• TASK:
Go line by line through the data below and work out how many lines contain "read"; the answer is that number alone.

• INFORMATION SHOWN:
#####

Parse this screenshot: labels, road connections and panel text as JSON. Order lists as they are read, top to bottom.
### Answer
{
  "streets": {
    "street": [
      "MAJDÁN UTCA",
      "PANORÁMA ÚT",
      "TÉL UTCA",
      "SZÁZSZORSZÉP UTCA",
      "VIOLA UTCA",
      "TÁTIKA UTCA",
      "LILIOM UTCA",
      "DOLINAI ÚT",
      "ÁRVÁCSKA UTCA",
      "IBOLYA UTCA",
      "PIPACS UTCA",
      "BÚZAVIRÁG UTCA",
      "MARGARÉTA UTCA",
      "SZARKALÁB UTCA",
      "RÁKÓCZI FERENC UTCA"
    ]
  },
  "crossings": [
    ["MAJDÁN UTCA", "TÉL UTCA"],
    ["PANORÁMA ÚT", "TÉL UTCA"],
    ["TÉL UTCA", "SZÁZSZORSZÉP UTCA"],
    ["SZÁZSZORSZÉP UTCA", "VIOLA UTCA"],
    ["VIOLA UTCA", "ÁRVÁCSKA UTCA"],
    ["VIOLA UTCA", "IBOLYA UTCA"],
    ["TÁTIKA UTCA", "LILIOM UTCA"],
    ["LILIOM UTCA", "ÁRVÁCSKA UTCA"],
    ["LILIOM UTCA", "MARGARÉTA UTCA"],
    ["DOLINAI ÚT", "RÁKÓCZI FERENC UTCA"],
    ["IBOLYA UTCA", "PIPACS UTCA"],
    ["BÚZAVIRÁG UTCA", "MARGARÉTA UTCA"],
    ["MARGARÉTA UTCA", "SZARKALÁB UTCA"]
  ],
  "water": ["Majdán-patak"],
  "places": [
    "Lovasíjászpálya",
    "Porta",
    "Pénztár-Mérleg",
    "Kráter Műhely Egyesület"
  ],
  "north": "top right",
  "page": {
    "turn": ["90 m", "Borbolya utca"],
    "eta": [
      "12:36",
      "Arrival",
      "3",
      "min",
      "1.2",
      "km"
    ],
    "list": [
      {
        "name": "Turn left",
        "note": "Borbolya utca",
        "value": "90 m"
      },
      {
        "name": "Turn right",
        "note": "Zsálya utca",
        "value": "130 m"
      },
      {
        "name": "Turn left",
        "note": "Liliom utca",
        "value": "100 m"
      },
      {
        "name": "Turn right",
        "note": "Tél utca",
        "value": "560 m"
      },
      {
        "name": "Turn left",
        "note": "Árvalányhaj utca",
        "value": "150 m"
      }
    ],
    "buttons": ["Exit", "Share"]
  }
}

#####

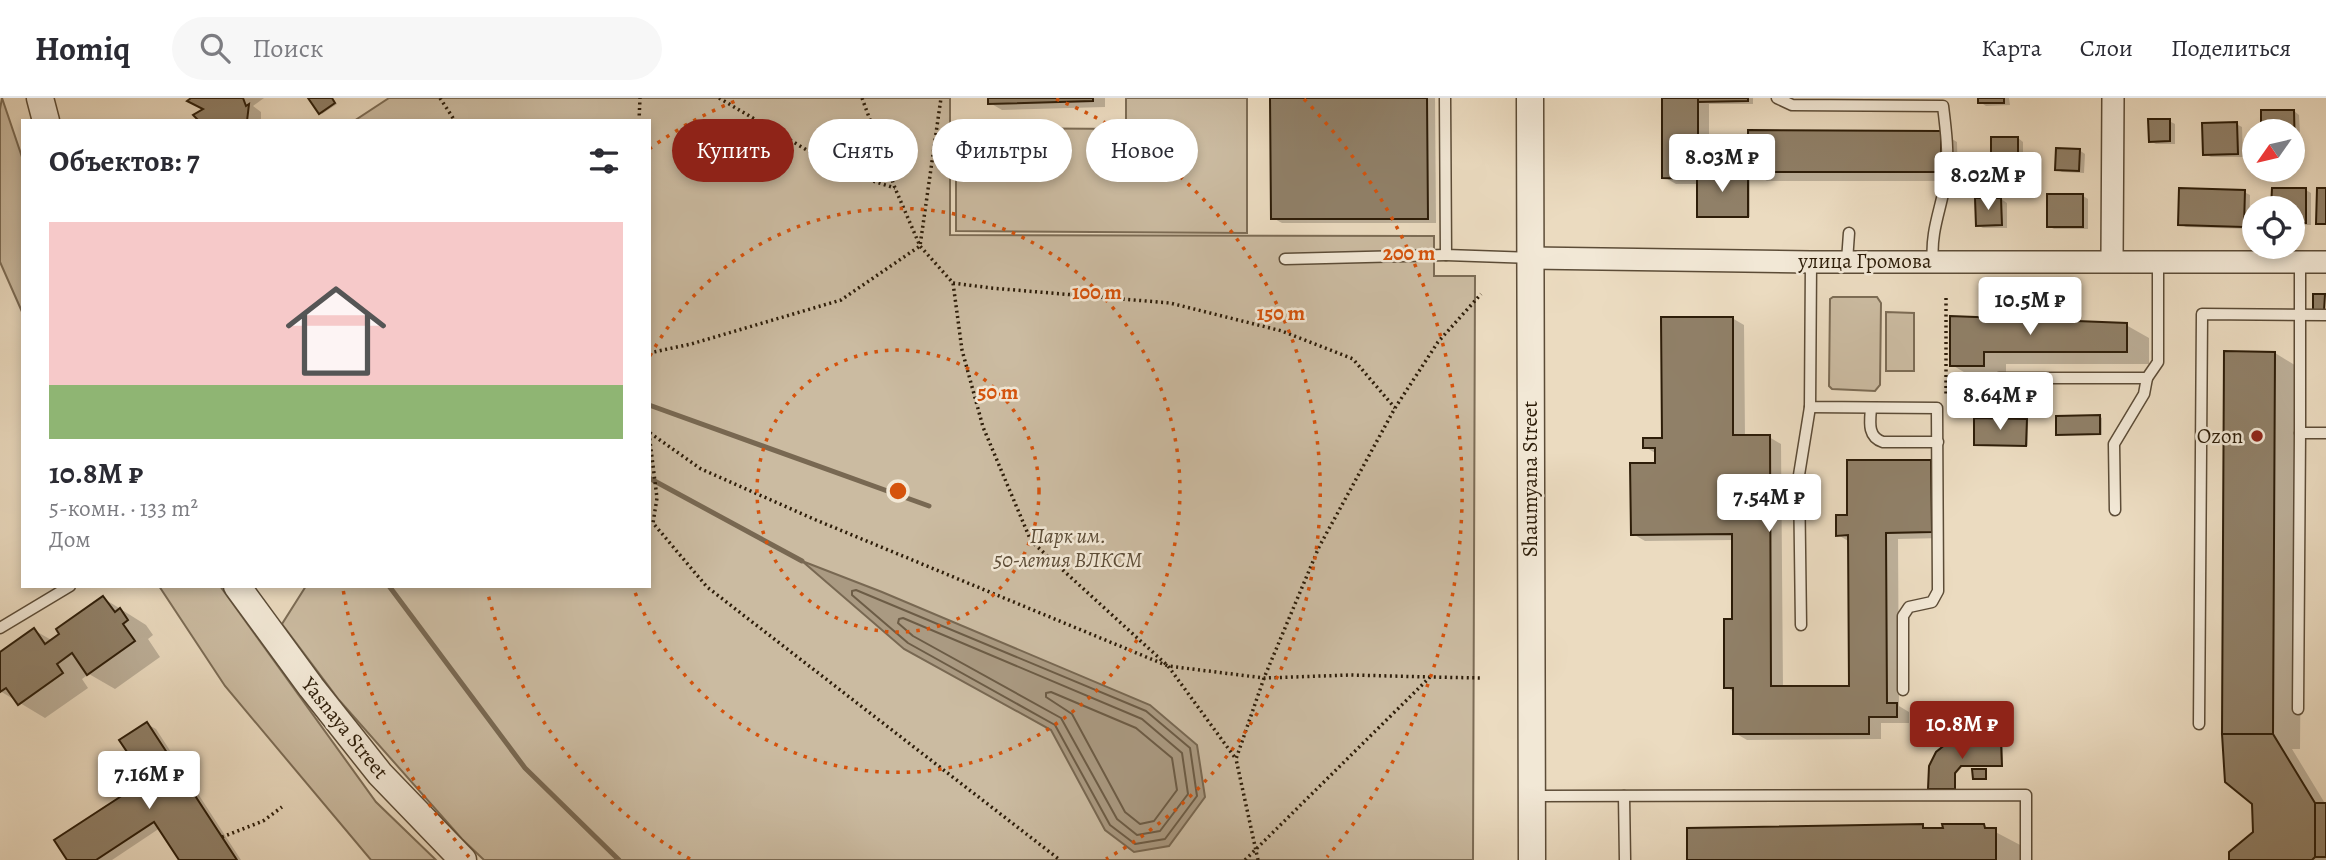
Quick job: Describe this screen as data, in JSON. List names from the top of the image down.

#####

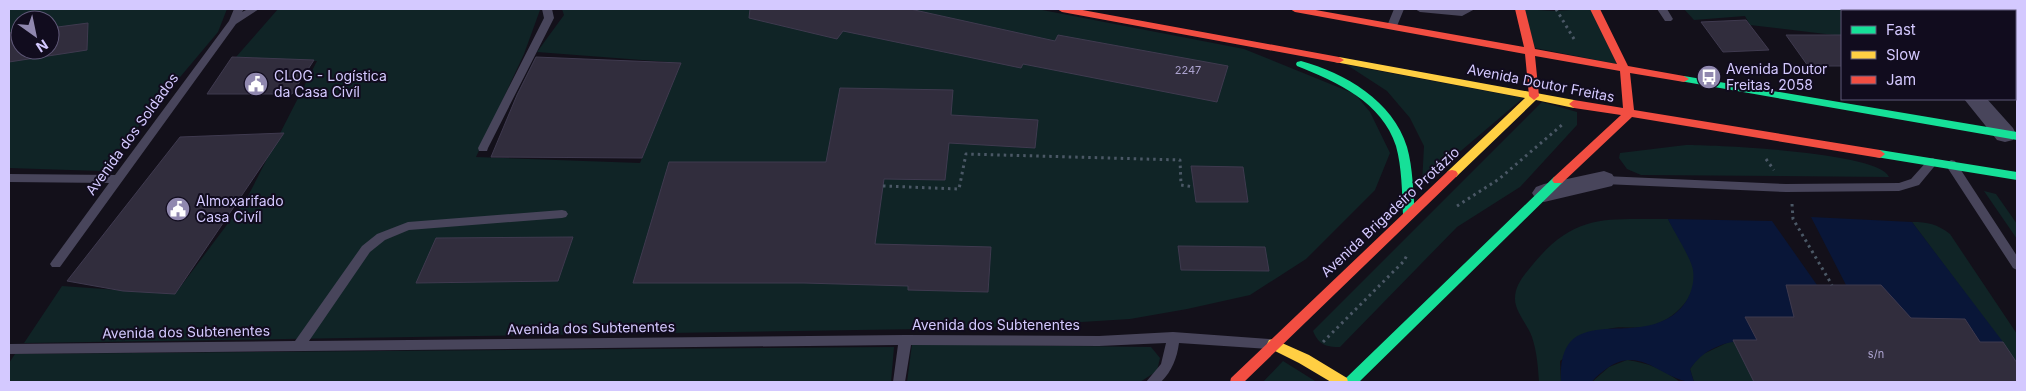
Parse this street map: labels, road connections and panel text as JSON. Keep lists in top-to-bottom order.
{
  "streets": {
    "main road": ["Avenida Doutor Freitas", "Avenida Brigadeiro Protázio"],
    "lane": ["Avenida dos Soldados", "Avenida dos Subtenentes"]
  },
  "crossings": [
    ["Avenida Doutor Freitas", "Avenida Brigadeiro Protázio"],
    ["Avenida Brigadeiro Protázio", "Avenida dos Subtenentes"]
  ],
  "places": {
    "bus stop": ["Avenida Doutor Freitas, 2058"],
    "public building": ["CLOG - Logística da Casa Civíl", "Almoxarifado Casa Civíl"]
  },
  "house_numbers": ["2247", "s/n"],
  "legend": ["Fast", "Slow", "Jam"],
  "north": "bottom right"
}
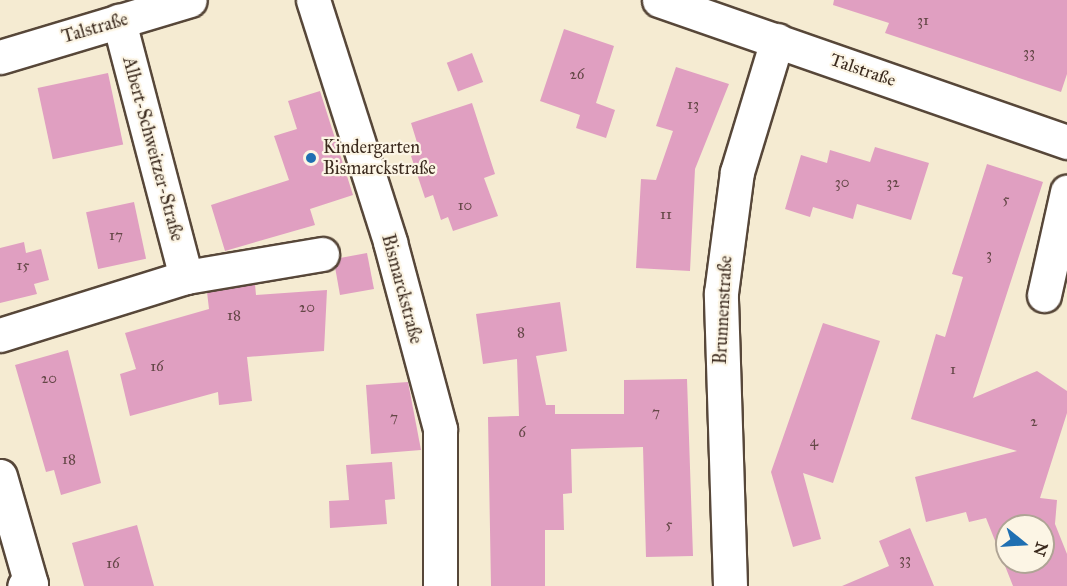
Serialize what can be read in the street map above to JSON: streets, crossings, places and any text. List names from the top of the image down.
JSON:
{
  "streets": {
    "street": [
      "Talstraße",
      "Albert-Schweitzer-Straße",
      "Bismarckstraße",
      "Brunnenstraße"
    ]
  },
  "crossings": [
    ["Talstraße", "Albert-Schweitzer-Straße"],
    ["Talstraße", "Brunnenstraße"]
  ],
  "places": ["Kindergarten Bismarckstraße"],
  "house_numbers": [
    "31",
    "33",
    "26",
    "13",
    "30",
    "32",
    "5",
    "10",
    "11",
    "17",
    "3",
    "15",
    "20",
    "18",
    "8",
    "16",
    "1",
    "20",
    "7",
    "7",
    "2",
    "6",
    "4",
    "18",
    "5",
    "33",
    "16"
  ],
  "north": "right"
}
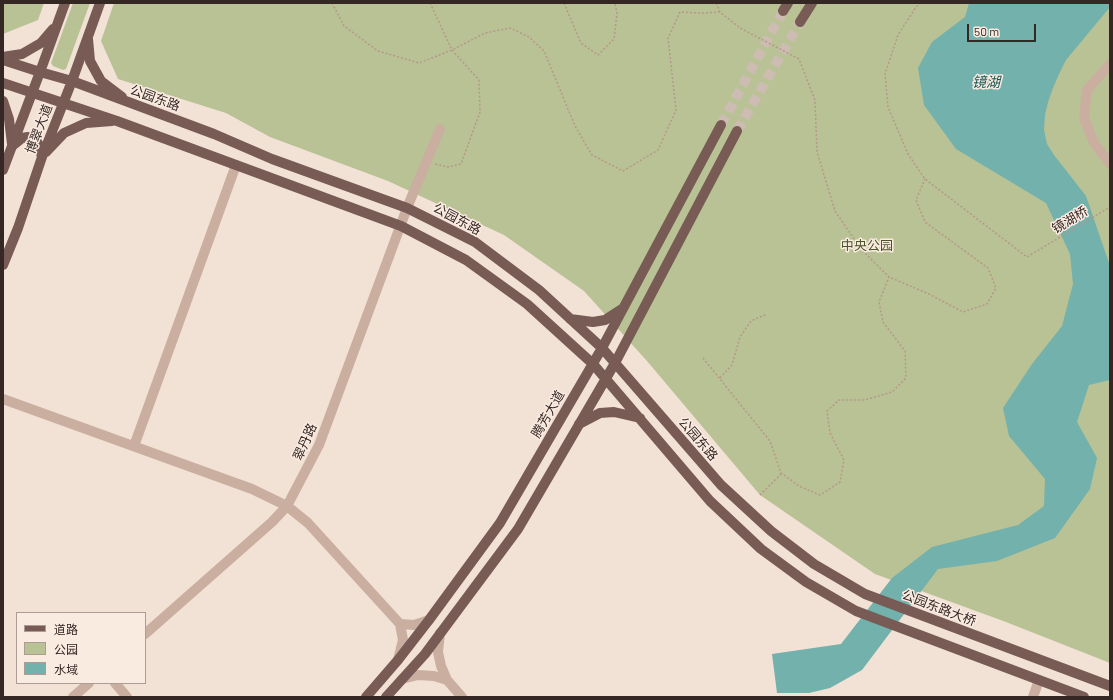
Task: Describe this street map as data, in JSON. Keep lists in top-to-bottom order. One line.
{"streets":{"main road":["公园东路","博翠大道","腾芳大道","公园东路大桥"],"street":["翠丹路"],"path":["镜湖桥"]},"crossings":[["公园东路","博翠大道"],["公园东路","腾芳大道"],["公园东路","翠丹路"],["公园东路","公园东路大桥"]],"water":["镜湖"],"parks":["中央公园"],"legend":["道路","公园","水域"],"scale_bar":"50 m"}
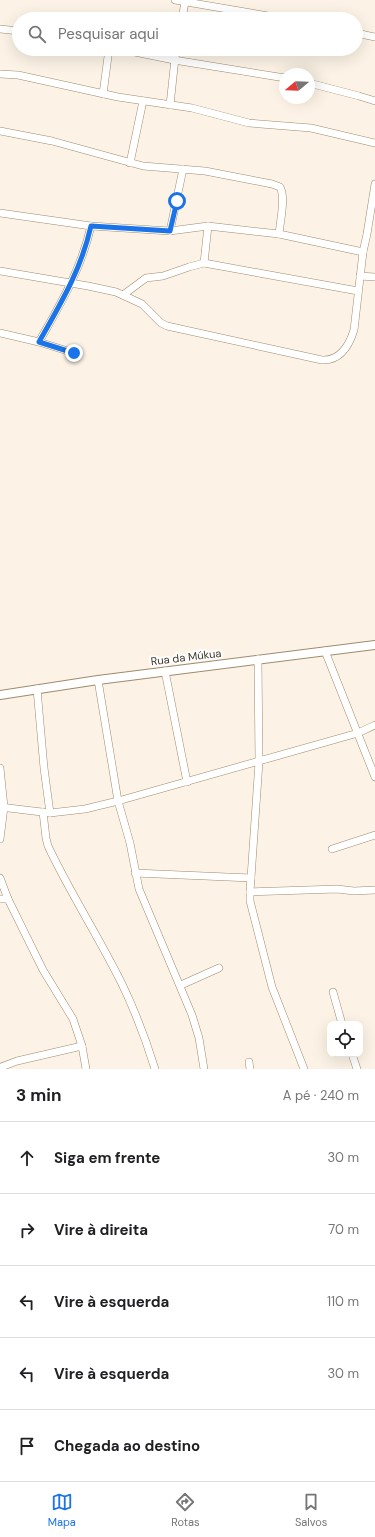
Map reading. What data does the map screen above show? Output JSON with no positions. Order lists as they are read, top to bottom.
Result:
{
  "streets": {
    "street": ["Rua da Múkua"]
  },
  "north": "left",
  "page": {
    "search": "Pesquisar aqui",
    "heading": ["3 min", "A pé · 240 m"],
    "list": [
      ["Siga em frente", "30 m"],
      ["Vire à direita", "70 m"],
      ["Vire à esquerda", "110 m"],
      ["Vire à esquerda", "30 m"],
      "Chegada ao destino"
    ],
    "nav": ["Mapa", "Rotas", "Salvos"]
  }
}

#####

• TASK ANSWER:
3